DIRECTIONS
Every line from the start of the records through the line with "0 3px,transparent 0" is to be written out exactly; pictures are not.

*** Opening STORED DATA ***

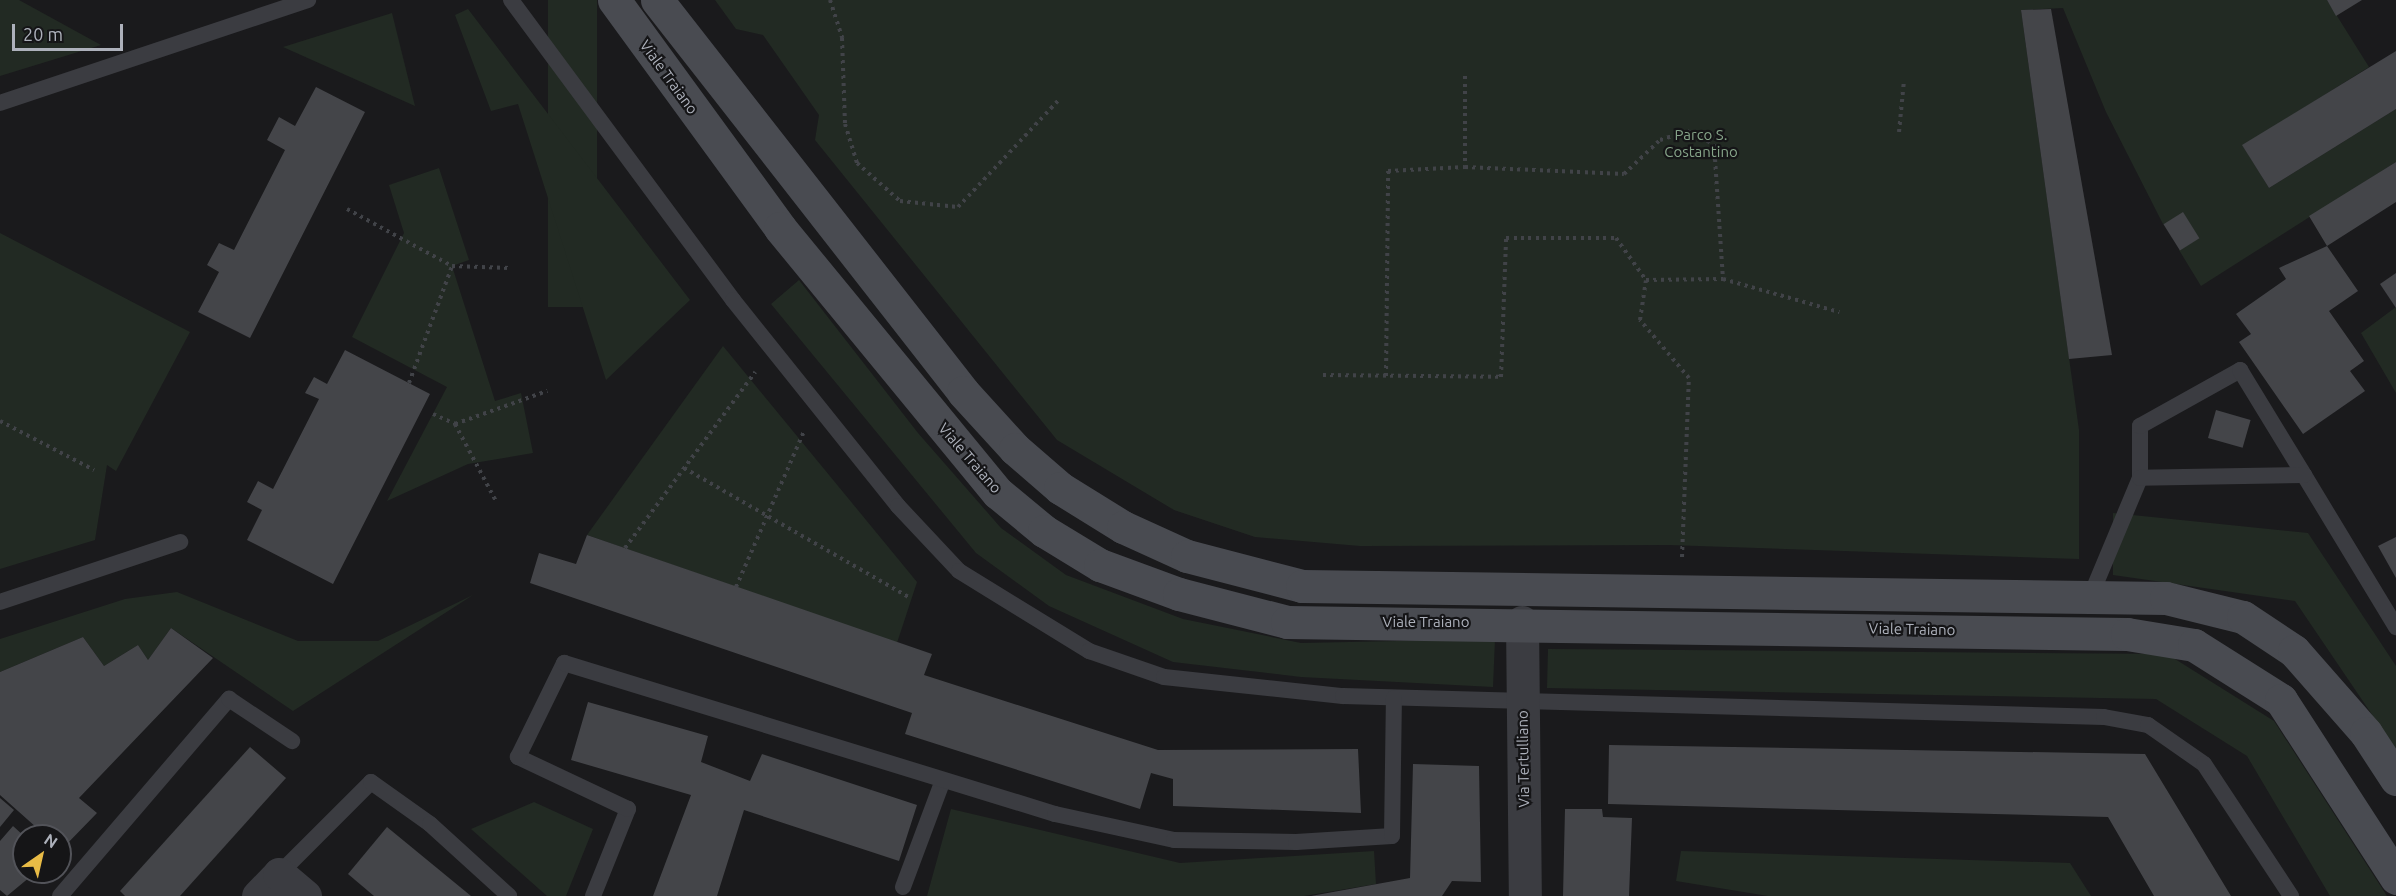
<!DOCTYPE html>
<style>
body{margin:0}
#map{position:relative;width:2396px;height:896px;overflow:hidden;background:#1a1a1c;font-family:Ubuntu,sans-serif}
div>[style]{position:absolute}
.green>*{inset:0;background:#222a23;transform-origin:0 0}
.building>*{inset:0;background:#444549;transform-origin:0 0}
.path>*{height:4px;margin-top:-2px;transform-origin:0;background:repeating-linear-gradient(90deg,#414348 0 3px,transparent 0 7.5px)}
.lane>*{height:16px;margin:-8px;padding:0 8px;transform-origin:8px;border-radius:8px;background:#3b3c41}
.street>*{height:33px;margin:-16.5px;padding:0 16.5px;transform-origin:16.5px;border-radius:16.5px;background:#3b3c41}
.secondary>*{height:33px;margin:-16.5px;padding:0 16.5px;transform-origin:16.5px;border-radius:16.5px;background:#494b51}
span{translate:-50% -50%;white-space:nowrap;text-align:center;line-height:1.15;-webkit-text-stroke:4.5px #151517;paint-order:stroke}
.street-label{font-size:15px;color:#adb1bb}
.park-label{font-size:15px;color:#86a489}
.north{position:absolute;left:12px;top:824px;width:60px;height:60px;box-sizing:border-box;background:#151517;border:2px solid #525359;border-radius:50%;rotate:34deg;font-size:16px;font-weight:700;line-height:24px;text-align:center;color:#adb1bb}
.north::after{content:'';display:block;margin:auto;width:21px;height:27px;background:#e8bb46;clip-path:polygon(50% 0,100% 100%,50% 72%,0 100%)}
.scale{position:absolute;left:12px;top:24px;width:111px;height:27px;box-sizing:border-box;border:3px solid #adb1bb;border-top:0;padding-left:8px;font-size:18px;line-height:21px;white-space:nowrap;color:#adb1bb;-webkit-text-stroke:4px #151517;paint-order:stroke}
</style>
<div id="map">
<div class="green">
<i style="clip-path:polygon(0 0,19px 0,101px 45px,0 76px)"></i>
<i style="left:548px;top:0;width:49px;height:307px"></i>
<i style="clip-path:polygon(715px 0,2327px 0,2369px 67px,2243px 146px,2269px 188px,2396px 109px,2396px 162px,2201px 286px,2179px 250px,2199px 238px,2163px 224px,2106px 112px,2063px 8px,2021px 10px,2079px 430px,2079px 559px,1669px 545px,1360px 546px,1255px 537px,1174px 510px,1057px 440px,815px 140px,819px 115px,763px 35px,736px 29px)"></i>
<i style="clip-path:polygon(468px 9px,690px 300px,606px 380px,518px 104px,491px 111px,455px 15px)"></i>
<i style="clip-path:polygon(392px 13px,415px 106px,283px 47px)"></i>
<i style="clip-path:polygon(439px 168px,469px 260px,452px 266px,495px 401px,521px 393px,533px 453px,468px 464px,387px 501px,447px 387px,352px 337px,404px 233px,389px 185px)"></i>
<i style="clip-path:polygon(0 233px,190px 332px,116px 471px,107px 465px,95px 540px,0 569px)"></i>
<i style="clip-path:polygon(799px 280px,918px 433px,1001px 528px,1066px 575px,1183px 619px,1301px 643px,1495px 639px,1493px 687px,1301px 677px,1173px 662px,1049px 606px,976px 553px,771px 304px)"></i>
<i style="clip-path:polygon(2396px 307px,2396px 393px,2361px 333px)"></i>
<i style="clip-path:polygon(723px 346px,917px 582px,897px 643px,587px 535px)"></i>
<i style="clip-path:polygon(2113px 513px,2308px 533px,2396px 666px,2396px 750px,2295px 601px,2113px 575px)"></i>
<i style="clip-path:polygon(177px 592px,298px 641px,378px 641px,473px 595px,293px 711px,171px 628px,148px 660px,138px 645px,104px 666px,83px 637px,0 672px,0 639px,125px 599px)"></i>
<i style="clip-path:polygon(1548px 649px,2167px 654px,2274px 721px,2387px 896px,2330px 896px,2247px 756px,2156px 699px,1547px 688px)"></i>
<i style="clip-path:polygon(534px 802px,593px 829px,566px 896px,547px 896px,471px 829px)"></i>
<i style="clip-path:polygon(951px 809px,1180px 863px,1374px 851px,1376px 884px,1304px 896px,927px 896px)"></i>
<i style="clip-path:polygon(1681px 851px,2070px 863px,2091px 896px,1768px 896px,1676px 881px)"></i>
</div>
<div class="building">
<i style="clip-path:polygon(2327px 0,2362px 0,2336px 16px)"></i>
<i style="clip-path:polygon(2051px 9px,2112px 355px,2069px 359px,2021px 10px)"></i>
<i style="clip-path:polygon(2396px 51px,2396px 109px,2269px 188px,2242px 145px)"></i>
<i style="clip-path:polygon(316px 87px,365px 112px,250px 338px,198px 312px,219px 272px,207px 265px,219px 243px,234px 250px,285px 150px,267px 140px,279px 117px,295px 126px)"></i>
<i style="clip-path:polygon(2396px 162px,2396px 202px,2327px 246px,2358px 291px,2329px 311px,2364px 361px,2350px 371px,2365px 391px,2303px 434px,2239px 342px,2251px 334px,2236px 314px,2286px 279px,2279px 268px,2327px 246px,2309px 216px)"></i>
<i style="left:2183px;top:212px;width:31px;height:23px;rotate:58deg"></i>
<i style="clip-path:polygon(2396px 273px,2396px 308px,2380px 284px)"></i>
<i style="clip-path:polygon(345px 350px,430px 394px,333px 584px,247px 540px,262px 510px,247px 502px,258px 481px,273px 489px,319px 399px,305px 393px,314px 377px,327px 384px)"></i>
<i style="left:2216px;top:410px;width:36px;height:29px;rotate:16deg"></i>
<i style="clip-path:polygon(587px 535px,932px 654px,924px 675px,1158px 750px,1358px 749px,1361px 813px,1173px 806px,1173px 779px,1151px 773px,1140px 809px,905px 734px,912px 713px,530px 583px,539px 553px,576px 564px)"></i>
<i style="clip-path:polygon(2396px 537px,2396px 578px,2378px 546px)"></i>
<i style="clip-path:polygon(171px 628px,213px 658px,79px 798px,97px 813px,63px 848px,60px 836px,46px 836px,0 795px,0 672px,83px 637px,104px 666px,138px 645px,148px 660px)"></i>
<i style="clip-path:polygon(588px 702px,708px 736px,701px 762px,750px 781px,762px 754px,917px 805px,899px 861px,744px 810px,717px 896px,653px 896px,691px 795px,571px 760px)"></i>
<i style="clip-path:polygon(1609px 745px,2145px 754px,2231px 896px,2154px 896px,2108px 817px,1608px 804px)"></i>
<i style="clip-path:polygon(250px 747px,286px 778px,180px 896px,125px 896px,120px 891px)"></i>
<i style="clip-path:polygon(1413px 764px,1479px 766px,1481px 882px,1452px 881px,1442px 896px,1311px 896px,1410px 878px)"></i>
<i style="clip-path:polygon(0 798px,14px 810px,0 827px)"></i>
<i style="clip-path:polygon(1565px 809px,1602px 809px,1603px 817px,1632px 818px,1629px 896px,1563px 896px)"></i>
<i style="clip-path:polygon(13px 826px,24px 836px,24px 872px,36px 872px,7px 896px,0 890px,0 841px)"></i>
<i style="clip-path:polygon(387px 827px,471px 896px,374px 896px,348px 874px)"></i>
</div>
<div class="path">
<i style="left:830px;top:0;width:40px;rotate:72deg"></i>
<i style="left:842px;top:38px;width:86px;rotate:88deg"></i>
<i style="left:845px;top:124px;width:41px;rotate:72.9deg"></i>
<i style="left:857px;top:163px;width:57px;rotate:41.5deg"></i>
<i style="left:900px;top:201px;width:58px;rotate:5.9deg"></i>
<i style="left:958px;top:207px;width:146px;rotate:-46.7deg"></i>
<i style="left:1465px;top:76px;width:91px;rotate:90deg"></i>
<i style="left:1899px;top:132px;width:52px;rotate:-84.5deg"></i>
<i style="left:347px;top:209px;width:119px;rotate:28.5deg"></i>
<i style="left:452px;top:266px;width:58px;rotate:2deg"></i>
<i style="left:1323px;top:375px;width:178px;rotate:0.6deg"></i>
<i style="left:1501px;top:377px;width:139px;rotate:-87.9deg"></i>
<i style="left:1506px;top:238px;width:110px"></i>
<i style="left:1616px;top:238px;width:52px;rotate:54.5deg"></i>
<i style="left:1386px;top:376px;width:205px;rotate:-89.4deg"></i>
<i style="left:1388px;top:171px;width:77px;rotate:-3deg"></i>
<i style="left:1465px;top:167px;width:159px;rotate:2.5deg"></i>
<i style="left:1624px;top:174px;width:50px;rotate:-43.4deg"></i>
<i style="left:1660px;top:140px;width:28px;rotate:-18deg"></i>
<i style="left:1687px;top:131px;width:30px;rotate:26deg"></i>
<i style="left:1714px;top:144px;width:135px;rotate:86.2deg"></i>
<i style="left:1723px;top:279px;width:121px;rotate:15.9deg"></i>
<i style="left:409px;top:383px;width:125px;rotate:-69.8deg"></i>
<i style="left:433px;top:414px;width:24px;rotate:24deg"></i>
<i style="left:455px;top:424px;width:98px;rotate:-19.7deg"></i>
<i style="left:0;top:421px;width:106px;rotate:27.5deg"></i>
<i style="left:455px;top:424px;width:87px;rotate:62deg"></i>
<i style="left:684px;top:468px;width:261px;rotate:29.9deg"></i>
<i style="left:625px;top:548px;width:219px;rotate:-53.5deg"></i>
<i style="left:1682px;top:557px;width:179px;rotate:-87.8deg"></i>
<i style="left:1689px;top:378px;width:76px;rotate:-130.2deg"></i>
<i style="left:1640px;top:320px;width:40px;rotate:-81.5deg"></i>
<i style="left:1646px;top:280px;width:77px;rotate:-0.7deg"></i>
<i style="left:736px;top:587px;width:170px;rotate:-66.4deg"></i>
</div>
<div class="lane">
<i style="left:511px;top:0;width:373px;rotate:53.5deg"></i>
<i style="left:733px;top:300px;width:264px;rotate:51.3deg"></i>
<i style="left:898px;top:506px;width:89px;rotate:46.8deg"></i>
<i style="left:959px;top:571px;width:153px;rotate:31.6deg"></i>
<i style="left:1089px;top:651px;width:79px;rotate:19.1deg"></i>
<i style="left:1164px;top:677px;width:180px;rotate:6.1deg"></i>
<i style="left:1343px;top:696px;width:761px;rotate:1.58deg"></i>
<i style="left:2104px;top:717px;width:45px;rotate:10.3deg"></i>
<i style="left:2148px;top:725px;width:68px;rotate:34.9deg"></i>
<i style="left:2204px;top:764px;width:158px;rotate:56.6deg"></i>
<i style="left:0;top:103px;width:325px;rotate:-18.5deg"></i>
<i style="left:2304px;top:475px;width:178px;rotate:58.8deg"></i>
<i style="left:2091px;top:595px;width:127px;rotate:-67.3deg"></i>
<i style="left:2140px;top:478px;width:52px;rotate:-90deg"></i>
<i style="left:2140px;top:426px;width:115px;rotate:-29.2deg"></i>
<i style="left:2240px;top:370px;width:123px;rotate:58.6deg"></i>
<i style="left:2304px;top:475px;width:164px;rotate:179deg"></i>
<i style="left:0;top:602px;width:190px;rotate:-18.4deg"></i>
<i style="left:279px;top:874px;width:130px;rotate:-45deg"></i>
<i style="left:371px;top:782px;width:72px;rotate:35.4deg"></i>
<i style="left:430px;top:824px;width:107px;rotate:42.3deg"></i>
<i style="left:903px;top:887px;width:114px;rotate:-69.5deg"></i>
<i style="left:60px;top:896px;width:260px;rotate:-49.4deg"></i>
<i style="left:229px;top:699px;width:76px;rotate:33.7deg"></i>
<i style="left:593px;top:896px;width:94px;rotate:-68.1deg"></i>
<i style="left:628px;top:809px;width:122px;rotate:-154.7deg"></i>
<i style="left:518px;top:757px;width:105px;rotate:-63.9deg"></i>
<i style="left:564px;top:663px;width:514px;rotate:17.09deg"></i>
<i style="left:1055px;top:814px;width:122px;rotate:12.3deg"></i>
<i style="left:1174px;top:840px;width:122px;rotate:0.9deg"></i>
<i style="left:1296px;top:842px;width:96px;rotate:-3.6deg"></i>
<i style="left:1392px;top:836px;width:138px;rotate:-89.2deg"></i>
</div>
<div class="street">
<i style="left:1522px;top:622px;width:274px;rotate:89.4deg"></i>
<i style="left:258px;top:896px;width:30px;rotate:-46deg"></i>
<i style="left:279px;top:874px;width:34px;rotate:40deg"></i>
</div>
<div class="secondary">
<i style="left:614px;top:0;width:282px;rotate:53.9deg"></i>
<i style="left:780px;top:228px;width:343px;rotate:50.6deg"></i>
<i style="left:998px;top:493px;width:60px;rotate:39.6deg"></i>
<i style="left:1044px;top:531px;width:66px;rotate:31.3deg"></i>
<i style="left:1100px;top:565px;width:84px;rotate:20.2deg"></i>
<i style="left:1179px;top:594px;width:112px;rotate:14.5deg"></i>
<i style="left:1287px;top:622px;width:840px;rotate:0.82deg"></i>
<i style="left:2127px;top:634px;width:68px;rotate:9.3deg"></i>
<i style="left:2194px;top:645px;width:103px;rotate:32.3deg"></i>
<i style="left:2281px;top:700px;width:212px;rotate:57.1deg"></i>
<i style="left:657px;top:0;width:497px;rotate:52deg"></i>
<i style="left:963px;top:392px;width:77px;rotate:47.6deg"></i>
<i style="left:1015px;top:449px;width:60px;rotate:40.9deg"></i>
<i style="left:1060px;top:488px;width:74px;rotate:31.8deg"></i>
<i style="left:1123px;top:527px;width:70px;rotate:24.4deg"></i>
<i style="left:1187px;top:556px;width:119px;rotate:14.6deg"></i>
<i style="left:1302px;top:586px;width:864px;rotate:0.8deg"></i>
<i style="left:2166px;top:598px;width:79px;rotate:13.9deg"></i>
<i style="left:2243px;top:617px;width:61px;rotate:33.7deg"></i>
<i style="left:2294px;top:651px;width:109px;rotate:48.7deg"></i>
<i style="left:2366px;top:733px;width:55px;rotate:56.9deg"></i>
</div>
<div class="street-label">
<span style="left:669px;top:77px;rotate:54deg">Viale Traiano</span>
<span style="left:970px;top:458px;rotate:49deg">Viale Traiano</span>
<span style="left:1426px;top:622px">Viale Traiano</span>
<span style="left:1912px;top:629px;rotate:1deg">Viale Traiano</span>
<span style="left:1523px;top:759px;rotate:-91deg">Via Tertulliano</span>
</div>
<div class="park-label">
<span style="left:1701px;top:143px">Parco S.<br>Costantino</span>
</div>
<div class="north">N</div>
<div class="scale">20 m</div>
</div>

*** Closing STORED DATA ***

EXERCISE ANSWER
<!DOCTYPE html>
<style>
body{margin:0}
#map{position:relative;width:2396px;height:896px;overflow:hidden;background:#1a1a1c;font-family:Ubuntu,sans-serif}
div>[style]{position:absolute}
.green>*{inset:0;background:#222a23;transform-origin:0 0}
.building>*{inset:0;background:#444549;transform-origin:0 0}
.path>*{height:4px;margin-top:-2px;transform-origin:0;background:repeating-linear-gradient(90deg,#414348 0 3px,transparent 0 7.5px)}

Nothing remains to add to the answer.